Gascoigne fined after making racist remark

Matt Stead

Paul Gascoigne has been fined £1,000 after making a racist comment to a black security guard at a public event.

Dudley Magistrates’ Court was told Gascoigne humiliated Errol Rowe, who had been assigned to protect him during his An Evening with Gazza show, by asking him: “Can you smile please, because I can’t see you?”

Ordering Gascoigne to pay Mr Rowe £1,000 in compensation, District Judge Graham Wilkinson told the retired star: “You sought to get a laugh from an audience of over 1,000 people because of the colour of Mr Rowe’s skin.”

The judge told Gascoigne – who admitted a racially aggravated public order charge – that his previous convictions were not relevant to the offence, committed at Wolverhampton’s Civic Hall last November.

Mr Wilkinson, who praised the Crown Prosecution Service for taking the case to court, said Gascoigne’s comment was an example of “insidious” racism which needed to be challenged.

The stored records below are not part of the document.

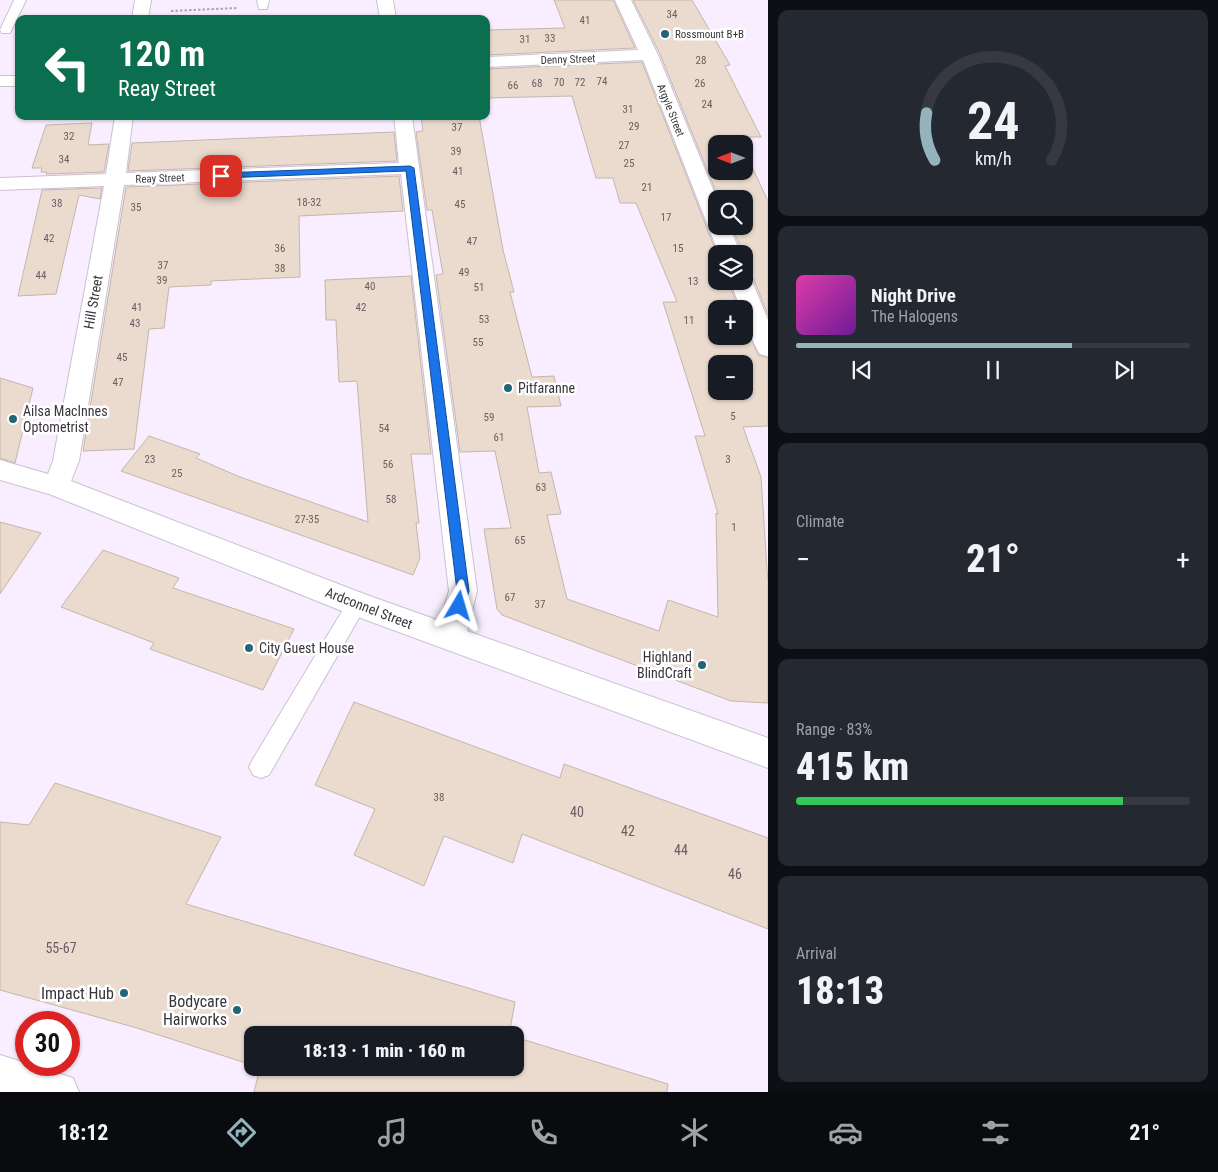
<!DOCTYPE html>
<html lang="en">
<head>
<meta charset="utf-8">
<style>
  :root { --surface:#171b24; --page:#242831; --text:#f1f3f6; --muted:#9ea1a6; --line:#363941; --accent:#94b4bd }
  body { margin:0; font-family:"Roboto Condensed",sans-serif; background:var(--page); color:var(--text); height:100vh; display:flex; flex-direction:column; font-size:19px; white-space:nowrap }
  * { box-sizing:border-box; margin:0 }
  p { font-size:16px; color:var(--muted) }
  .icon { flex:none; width:28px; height:28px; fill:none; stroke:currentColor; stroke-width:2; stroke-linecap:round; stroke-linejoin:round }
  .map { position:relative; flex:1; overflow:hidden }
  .sheet { display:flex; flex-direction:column; gap:10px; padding:10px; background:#0d0f14; width:450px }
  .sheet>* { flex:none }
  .hud { position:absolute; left:15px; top:15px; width:475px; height:105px; border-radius:10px; box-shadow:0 1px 4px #0004; background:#0b6e4f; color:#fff; overflow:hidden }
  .needle { width:32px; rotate:270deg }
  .tools { position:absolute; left:708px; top:135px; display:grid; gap:10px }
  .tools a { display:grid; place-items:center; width:45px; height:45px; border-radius:10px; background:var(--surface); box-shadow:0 1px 4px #0004; font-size:25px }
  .speed { position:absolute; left:15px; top:1011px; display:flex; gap:10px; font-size:25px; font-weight:700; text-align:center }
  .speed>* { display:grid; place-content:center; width:65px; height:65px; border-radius:50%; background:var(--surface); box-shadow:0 1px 4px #0004; line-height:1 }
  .speed .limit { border:8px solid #d22; background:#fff; color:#111 }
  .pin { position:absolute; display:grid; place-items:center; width:42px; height:42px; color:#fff; margin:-21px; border-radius:10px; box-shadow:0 2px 8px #0006 }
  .me { position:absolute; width:55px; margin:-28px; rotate:7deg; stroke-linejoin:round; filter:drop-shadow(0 0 4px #0008) }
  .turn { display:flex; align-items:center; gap:18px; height:105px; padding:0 20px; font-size:22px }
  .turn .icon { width:65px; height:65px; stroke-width:2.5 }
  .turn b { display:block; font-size:35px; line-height:42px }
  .big { font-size:38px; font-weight:800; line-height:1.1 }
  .sheet .tile { flex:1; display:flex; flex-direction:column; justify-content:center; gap:8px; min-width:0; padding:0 18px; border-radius:10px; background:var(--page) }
  .sheet .dial { align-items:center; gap:0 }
  .dial svg { height:130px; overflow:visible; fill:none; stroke:var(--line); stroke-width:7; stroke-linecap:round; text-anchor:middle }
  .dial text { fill:var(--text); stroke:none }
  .song { display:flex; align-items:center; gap:15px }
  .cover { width:60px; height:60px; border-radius:8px; background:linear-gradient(135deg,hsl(320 70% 55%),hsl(280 70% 35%)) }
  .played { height:5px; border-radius:2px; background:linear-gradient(90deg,var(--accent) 70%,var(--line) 70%) }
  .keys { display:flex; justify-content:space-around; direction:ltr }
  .heat { display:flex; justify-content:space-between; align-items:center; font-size:28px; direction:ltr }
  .charge { height:8px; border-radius:4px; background:linear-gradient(90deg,#34c759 83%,var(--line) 0) }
  .trip { position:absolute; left:244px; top:1026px; width:280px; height:50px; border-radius:10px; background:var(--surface); box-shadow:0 1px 4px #0004; font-weight:800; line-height:50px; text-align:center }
  .menu { display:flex; height:80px; justify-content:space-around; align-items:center; background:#090b0e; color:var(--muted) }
  .menu .icon { width:35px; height:35px }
  .menu .active { color:var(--accent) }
  .menu b { font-size:22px; color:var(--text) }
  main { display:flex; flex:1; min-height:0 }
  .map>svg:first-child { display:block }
</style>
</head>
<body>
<main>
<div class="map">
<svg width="768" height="1092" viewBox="0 0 768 1092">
  <rect width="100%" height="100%" fill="#f8eeff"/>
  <g fill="#ebdbcf" stroke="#c5b6aa" fill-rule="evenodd">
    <polygon points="554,0 613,0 635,48 486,55 486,30 565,28"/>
    <polygon points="633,0 692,0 730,65 725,66 761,137 738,137 741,144 716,144 716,171 744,171 744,150 768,201 768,315 754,280 749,274 744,273 744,254 731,226 744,226 744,199 719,199 660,54"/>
    <path d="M642,62L717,254L716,281H728L739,309H716V336H744V321L758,355L768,358V426L743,427L761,477L768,584V703L731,701L502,615L497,609L484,529L511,528L495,451L460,452L436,275L443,274L432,210H427L416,132L423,131L421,116H479L503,250L514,292H510L532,377L554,376L561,406L527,407L539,473L551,472L561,514L547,515L567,599L659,631L668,600L718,617L716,513L718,514L695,436H705L663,302H677L636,203H620L613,178H596L572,96L486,98V69ZM716,364H744V391H716Z"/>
    <polygon points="92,123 88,145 109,144 104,172 46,174 47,172 41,172 42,168 32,168 46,125"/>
    <polygon points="394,132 397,161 128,171 132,143"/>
    <polygon points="399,176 403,211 299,216 300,277 211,281 211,285 169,287 164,328 149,329 134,449 83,451 126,187"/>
    <polygon points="102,188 100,199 79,195 56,294 18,296 42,190"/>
    <polygon points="411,276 431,454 411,454 419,523 416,523 420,558 413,575 121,471 149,436 200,454 196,458 240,477 368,522 357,381 339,382 336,320 326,320 325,280"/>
    <polygon points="0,378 33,388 15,463 0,458"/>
    <polygon points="0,522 41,533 0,594"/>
    <polygon points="103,550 179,578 173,588 294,629 263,690 150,649 154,643 61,607"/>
    <polygon points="354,702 560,778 564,764 768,838 768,929 522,834 513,863 444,836 424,886 354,855 375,809 315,785"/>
    <polygon points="55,783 221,837 186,904 515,1002 509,1035 252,1035 252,1065 137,1028 0,990 0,822 29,825"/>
    <polygon points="515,1037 668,1084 667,1092 254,1092 260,1068 515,1068"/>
  </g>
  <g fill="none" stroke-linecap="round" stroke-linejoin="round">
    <defs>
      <g id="lane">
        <polygon points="14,0 26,0 10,33 2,33 0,30"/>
        <polygon points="257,0 269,0 267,9 259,9"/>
        <polygon points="357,595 364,598 367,604 269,775 261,778 253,775 249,767 253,759 350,598"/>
      </g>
      <g id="street">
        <polygon points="135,0 151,0 148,19 132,19"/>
        <polygon points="377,0 393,0 396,19 380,19"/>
        <polygon points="615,0 631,0 658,55 717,199 716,226 729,226 741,254 719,254 643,60 486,67 486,57 638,50"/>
        <rect x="0" y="76" width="19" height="10"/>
        <path d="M115,116H133L126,173L399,163L394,116H412L477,591L467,631L768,738V768L347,613L49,494L0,480V460L48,474L53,461L104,186L0,190V178L106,174ZM401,174L449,591L440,621L367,595L71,481L79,461L124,185Z"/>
        <path d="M744,275L749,276L752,281L768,320V356L760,354C752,341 744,323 744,309H741L730,281H744Z"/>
      </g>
      <polygon id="secondary" points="0,1055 26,1063 26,1065 34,1065 73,1078 79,1092 0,1092"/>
    </defs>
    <use href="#lane" stroke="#cac0d0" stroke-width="2"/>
    <use href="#street" stroke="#cac0d0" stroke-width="2"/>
    <use href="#secondary" stroke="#cac0d0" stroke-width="2"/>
    <polyline stroke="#aba3b0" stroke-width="2" stroke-dasharray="2.5 2" stroke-linecap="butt" points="171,11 237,8"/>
    <use href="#lane" fill="#fff" fill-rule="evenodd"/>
    <use href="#street" fill="#fff" fill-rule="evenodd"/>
    <use href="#secondary" fill="#fff" fill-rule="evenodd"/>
  </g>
  <polygon fill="#1a73e8" stroke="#114b97" points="410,166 414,168 469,591 463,610 455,610 453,606 457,591 406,171 221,178 217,176 221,173"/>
  <g fill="#236678" stroke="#fff" stroke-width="2">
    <circle cx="665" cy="34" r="5"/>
    <circle cx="508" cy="388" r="5"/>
    <circle cx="13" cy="419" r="5"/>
    <circle cx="249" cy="648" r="5"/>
    <circle cx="702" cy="665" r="5"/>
    <circle cx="124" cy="993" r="5"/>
    <circle cx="237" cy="1010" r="5"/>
  </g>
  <g text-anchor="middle" stroke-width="5" stroke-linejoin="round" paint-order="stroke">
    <g font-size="11" fill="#665e61">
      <text x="672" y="18">34</text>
      <text x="585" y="24">41</text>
      <text x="550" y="42">33</text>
      <text x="525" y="43">31</text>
      <text x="701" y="64">28</text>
      <text x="602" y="85">74</text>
      <text x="559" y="86">70</text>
      <text x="580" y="86">72</text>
      <text x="537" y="87">68</text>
      <text x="700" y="87">26</text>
      <text x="513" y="89">66</text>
      <text x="707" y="108">24</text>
      <text x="628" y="113">31</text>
      <text x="634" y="130">29</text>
      <text x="457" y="131">37</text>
      <text x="69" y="140">32</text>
      <text x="624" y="149">27</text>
      <text x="456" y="155">39</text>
      <text x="64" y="163">34</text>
      <text x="629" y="167">25</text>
      <text x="458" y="175">41</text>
      <text x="647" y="191">21</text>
      <text x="309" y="206">18-32</text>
      <text x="57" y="207">38</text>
      <text x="460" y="208">45</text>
      <text x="136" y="211">35</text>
      <text x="666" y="221">17</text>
      <text x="49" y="242">42</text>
      <text x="472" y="245">47</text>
      <text x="280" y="252">36</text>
      <text x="678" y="252">15</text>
      <text x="163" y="269">37</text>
      <text x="280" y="272">38</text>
      <text x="464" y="276">49</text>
      <text x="41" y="279">44</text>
      <text x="162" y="284">39</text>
      <text x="693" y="285">13</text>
      <text x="370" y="290">40</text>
      <text x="479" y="291">51</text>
      <text x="137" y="311">41</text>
      <text x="361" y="311">42</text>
      <text x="484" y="323">53</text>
      <text x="689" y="324">11</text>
      <text x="135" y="327">43</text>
      <text x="478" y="346">55</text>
      <text x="122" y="361">45</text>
      <text x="118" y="386">47</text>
      <text x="733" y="420">5</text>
      <text x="489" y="421">59</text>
      <text x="384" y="432">54</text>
      <text x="499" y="441">61</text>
      <text x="150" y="463">23</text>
      <text x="728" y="463">3</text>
      <text x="388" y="468">56</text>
      <text x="177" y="477">25</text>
      <text x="541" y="491">63</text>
      <text x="391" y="503">58</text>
      <text x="307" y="523">27-35</text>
      <text x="734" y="531">1</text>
      <text x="520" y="544">65</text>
      <text x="510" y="601">67</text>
      <text x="540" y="608">37</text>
      <text x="439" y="801">38</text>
    </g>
    <g font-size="11" fill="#39353c" stroke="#fff" text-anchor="start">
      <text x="675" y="38">Rossmount B+B</text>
    </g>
    <g font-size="11" fill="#39353c" stroke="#fff">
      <text transform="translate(568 59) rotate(-2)" y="4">Denny Street</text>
      <text transform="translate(671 110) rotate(68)" y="4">Argyle Street</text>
      <text transform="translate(160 178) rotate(-2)" y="4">Reay Street</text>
    </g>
    <g font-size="14" fill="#39353c" stroke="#fff">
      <text transform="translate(93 302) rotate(-80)" y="5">Hill Street</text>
      <text transform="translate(369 608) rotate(21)" y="5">Ardconnel Street</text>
    </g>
    <g font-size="14" fill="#39353c" stroke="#fff" text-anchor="start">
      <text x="518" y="393">Pitfaranne</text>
      <text x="23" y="416">Ailsa MacInnes<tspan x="23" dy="16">Optometrist</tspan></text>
      <text x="259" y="653">City Guest House</text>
      <text x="692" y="662" text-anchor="end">Highland<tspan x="692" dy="16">BlindCraft</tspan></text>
    </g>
    <g font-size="14" fill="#665e61">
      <text x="577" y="817">40</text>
      <text x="628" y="836">42</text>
      <text x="681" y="855">44</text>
      <text x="735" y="879">46</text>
      <text x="61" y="953">55-67</text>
    </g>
    <g font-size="16" fill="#39353c" stroke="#fff" text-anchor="end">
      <text x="114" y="999">Impact Hub</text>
      <text x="227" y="1007">Bodycare<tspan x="227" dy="18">Hairworks</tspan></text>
    </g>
  </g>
</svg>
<div class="tools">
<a><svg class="needle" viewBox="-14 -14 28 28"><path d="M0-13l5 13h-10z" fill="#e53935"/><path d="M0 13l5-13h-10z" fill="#9ea1a6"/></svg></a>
<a><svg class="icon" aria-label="search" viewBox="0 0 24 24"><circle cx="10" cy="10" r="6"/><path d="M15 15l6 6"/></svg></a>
<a><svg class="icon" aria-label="layers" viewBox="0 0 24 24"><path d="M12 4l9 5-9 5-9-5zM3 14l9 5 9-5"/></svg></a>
<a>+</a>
<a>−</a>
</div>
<div class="speed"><div class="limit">30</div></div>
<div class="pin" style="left:221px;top:176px;background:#d93025"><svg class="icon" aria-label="arrive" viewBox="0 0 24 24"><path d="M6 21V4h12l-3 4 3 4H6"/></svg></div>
<svg class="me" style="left:459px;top:606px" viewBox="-20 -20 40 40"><path d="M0-17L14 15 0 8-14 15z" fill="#1a73e8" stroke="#fff" stroke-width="4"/></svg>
<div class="trip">18:13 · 1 min · 160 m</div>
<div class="hud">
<div class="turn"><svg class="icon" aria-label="left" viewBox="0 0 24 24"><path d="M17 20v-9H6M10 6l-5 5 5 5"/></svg><div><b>120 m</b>Reay Street</div></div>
</div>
</div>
<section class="sheet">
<div class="tile dial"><svg viewBox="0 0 100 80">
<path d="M14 69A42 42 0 1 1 86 69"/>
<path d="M14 69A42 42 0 0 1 9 40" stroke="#94b4bd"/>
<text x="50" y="56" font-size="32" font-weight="700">24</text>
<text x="50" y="72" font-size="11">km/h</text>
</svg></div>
<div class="tile">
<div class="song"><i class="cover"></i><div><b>Night Drive</b><p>The Halogens</p></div></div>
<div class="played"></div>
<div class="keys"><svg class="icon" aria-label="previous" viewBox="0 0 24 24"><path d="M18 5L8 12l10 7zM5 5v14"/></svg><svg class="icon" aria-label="pause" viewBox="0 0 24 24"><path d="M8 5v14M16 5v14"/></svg><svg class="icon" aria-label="next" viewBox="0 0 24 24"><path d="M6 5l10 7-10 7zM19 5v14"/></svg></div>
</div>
<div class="tile"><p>Climate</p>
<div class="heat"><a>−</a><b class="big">21°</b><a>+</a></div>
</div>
<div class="tile"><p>Range · 83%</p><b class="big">415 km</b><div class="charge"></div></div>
<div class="tile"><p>Arrival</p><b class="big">18:13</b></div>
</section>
</main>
<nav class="menu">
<b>18:12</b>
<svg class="icon active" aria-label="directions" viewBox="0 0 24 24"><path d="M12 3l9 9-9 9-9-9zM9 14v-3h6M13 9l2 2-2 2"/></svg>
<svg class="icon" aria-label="music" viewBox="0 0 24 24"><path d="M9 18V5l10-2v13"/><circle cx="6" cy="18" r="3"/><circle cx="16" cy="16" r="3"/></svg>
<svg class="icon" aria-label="phone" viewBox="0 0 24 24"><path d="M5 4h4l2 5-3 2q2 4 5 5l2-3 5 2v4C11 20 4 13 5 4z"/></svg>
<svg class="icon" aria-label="climate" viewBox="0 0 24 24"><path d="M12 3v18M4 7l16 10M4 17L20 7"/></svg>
<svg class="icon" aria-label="car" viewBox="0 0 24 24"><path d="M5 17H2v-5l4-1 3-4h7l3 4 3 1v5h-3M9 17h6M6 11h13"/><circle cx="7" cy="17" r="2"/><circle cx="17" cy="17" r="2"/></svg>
<svg class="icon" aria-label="filters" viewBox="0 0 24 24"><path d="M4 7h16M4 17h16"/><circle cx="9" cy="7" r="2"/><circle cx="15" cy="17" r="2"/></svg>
<b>21°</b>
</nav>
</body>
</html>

The judge told Gascoigne: “Mr Rowe was clearly humiliated on stage, as part of an act.

“As a society it is important that we challenge racially aggravated behaviour in all its forms.

“It is the creeping ‘low-level’ racism that society still needs to challenge. A message needs to be sent that in the 21st century society that we live in, such action, such words will not be tolerated.

“It is not acceptable to laugh words like this off as some form of joke.”

Gascoigne, who lives in Dorset, had denied using “threatening, abusive or insulting” words or behaviour to cause racially-aggravated harassment, alarm or distress, but changed his plea to guilty at the start of a one-day trial.

The former Newcastle, Rangers, Everton and Tottenham midfielder entered his plea on the basis that he denied making an earlier comment to Mr Rowe in a dressing room, in which he was alleged to have said: “I didn’t know my security had got a sun tan.”

Opening the facts of the case, prosecution barrister Simon Davis said Mr Rowe – who has worked for several celebrities – was left shocked and “dazed” at Gascoigne’s actions.

Mr Davis told the court: “On November 30 Mr Rowe was employed to provide close protection to Mr Gascoigne at the Civic Hall.

“He would be in a position where he would be putting himself in harm’s way should the requirement develop.

“Clearly, there should have been mutual respect between Mr Gascoigne and Mr Rowe.”

The court heard Gascoigne – whose show features a question-and-answer session and anecdotes about his career – was addressing the audience when he asked for a tissue and said words to the effect of “I can’t tell if he’s smiling or not”.

According to one witness account, Gascoigne said: “You want to get to the front of the stage and smile so the audience can see you,” as Mr Rowe maintained his professionalism in an area of the wings covered by shadow.

Gascoigne was spoken to by police about his comments on December 22 last year.

He told interviewing officers that he “hadn’t gone out to offend anybody” but accepted with hindsight that his words had been offensive.

The star, who retired from football in 2005, told police: “Looking back now, obviously I have said the wrong thing. I apologise from the bottom of my heart and it will never happen again.”

Defence lawyer Gavin Harris told the court the on-stage comment did not originate from malice, but from Gascoigne’s upbringing in “a bygone age” when such comments were commonplace.

Ordering Gascoigne to pay a £100 victim surcharge and a £500 contribution to the cost of the prosecution, the judge hearing the case accepted that the “off-the-cuff” remark was made with little or no thought.

Passing sentence, District Judge Wilkinson told Gascoigne: “You are not a man of huge wealth. You have lived undoubtedly a rollercoaster life.

“I accept that you grew up in a different time. We live in the 21st century. Grow up and live in it or keep your mouth closed Mr Gascoigne.”

Gascoigne, who appeared in the dock wearing a pin-striped suit and an open-necked shirt, made no comment to waiting reporters before driven away from court.